___ RECORDS FOR PROCESSING
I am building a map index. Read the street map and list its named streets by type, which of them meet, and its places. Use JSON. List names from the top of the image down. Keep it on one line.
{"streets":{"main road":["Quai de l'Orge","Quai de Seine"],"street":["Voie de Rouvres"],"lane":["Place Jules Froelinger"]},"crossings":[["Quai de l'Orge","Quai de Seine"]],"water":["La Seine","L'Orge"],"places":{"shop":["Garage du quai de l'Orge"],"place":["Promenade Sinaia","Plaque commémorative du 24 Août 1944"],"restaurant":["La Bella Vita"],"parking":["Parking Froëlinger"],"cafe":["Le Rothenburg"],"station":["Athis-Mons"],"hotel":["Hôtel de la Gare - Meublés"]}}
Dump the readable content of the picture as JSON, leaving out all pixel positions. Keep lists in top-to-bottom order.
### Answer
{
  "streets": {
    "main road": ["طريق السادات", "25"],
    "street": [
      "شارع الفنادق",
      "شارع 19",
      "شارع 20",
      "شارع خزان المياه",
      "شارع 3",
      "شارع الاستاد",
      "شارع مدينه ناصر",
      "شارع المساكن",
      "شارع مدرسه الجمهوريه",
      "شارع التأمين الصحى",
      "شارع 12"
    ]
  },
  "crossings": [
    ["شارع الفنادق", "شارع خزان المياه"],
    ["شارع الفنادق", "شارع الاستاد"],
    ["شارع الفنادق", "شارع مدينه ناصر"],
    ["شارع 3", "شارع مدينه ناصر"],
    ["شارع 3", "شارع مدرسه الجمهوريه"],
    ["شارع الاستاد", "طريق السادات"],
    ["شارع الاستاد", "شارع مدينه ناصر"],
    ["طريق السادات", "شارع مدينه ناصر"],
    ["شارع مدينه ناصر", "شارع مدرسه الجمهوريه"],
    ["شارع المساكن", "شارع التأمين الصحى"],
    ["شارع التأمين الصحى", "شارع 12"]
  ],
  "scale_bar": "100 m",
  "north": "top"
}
______
* WHAT TO PRODUCE:
Your reply must reproduce all records above exactly.

* ANSWER BOX:
I am building a map index. Read the street map and list its named streets by type, which of them meet, and its places. Use JSON. List names from the top of the image down. Keep it on one line.
{"streets":{"main road":["Quai de l'Orge","Quai de Seine"],"street":["Voie de Rouvres"],"lane":["Place Jules Froelinger"]},"crossings":[["Quai de l'Orge","Quai de Seine"]],"water":["La Seine","L'Orge"],"places":{"shop":["Garage du quai de l'Orge"],"place":["Promenade Sinaia","Plaque commémorative du 24 Août 1944"],"restaurant":["La Bella Vita"],"parking":["Parking Froëlinger"],"cafe":["Le Rothenburg"],"station":["Athis-Mons"],"hotel":["Hôtel de la Gare - Meublés"]}}
Dump the readable content of the picture as JSON, leaving out all pixel positions. Keep lists in top-to-bottom order.
### Answer
{
  "streets": {
    "main road": ["طريق السادات", "25"],
    "street": [
      "شارع الفنادق",
      "شارع 19",
      "شارع 20",
      "شارع خزان المياه",
      "شارع 3",
      "شارع الاستاد",
      "شارع مدينه ناصر",
      "شارع المساكن",
      "شارع مدرسه الجمهوريه",
      "شارع التأمين الصحى",
      "شارع 12"
    ]
  },
  "crossings": [
    ["شارع الفنادق", "شارع خزان المياه"],
    ["شارع الفنادق", "شارع الاستاد"],
    ["شارع الفنادق", "شارع مدينه ناصر"],
    ["شارع 3", "شارع مدينه ناصر"],
    ["شارع 3", "شارع مدرسه الجمهوريه"],
    ["شارع الاستاد", "طريق السادات"],
    ["شارع الاستاد", "شارع مدينه ناصر"],
    ["طريق السادات", "شارع مدينه ناصر"],
    ["شارع مدينه ناصر", "شارع مدرسه الجمهوريه"],
    ["شارع المساكن", "شارع التأمين الصحى"],
    ["شارع التأمين الصحى", "شارع 12"]
  ],
  "scale_bar": "100 m",
  "north": "top"
}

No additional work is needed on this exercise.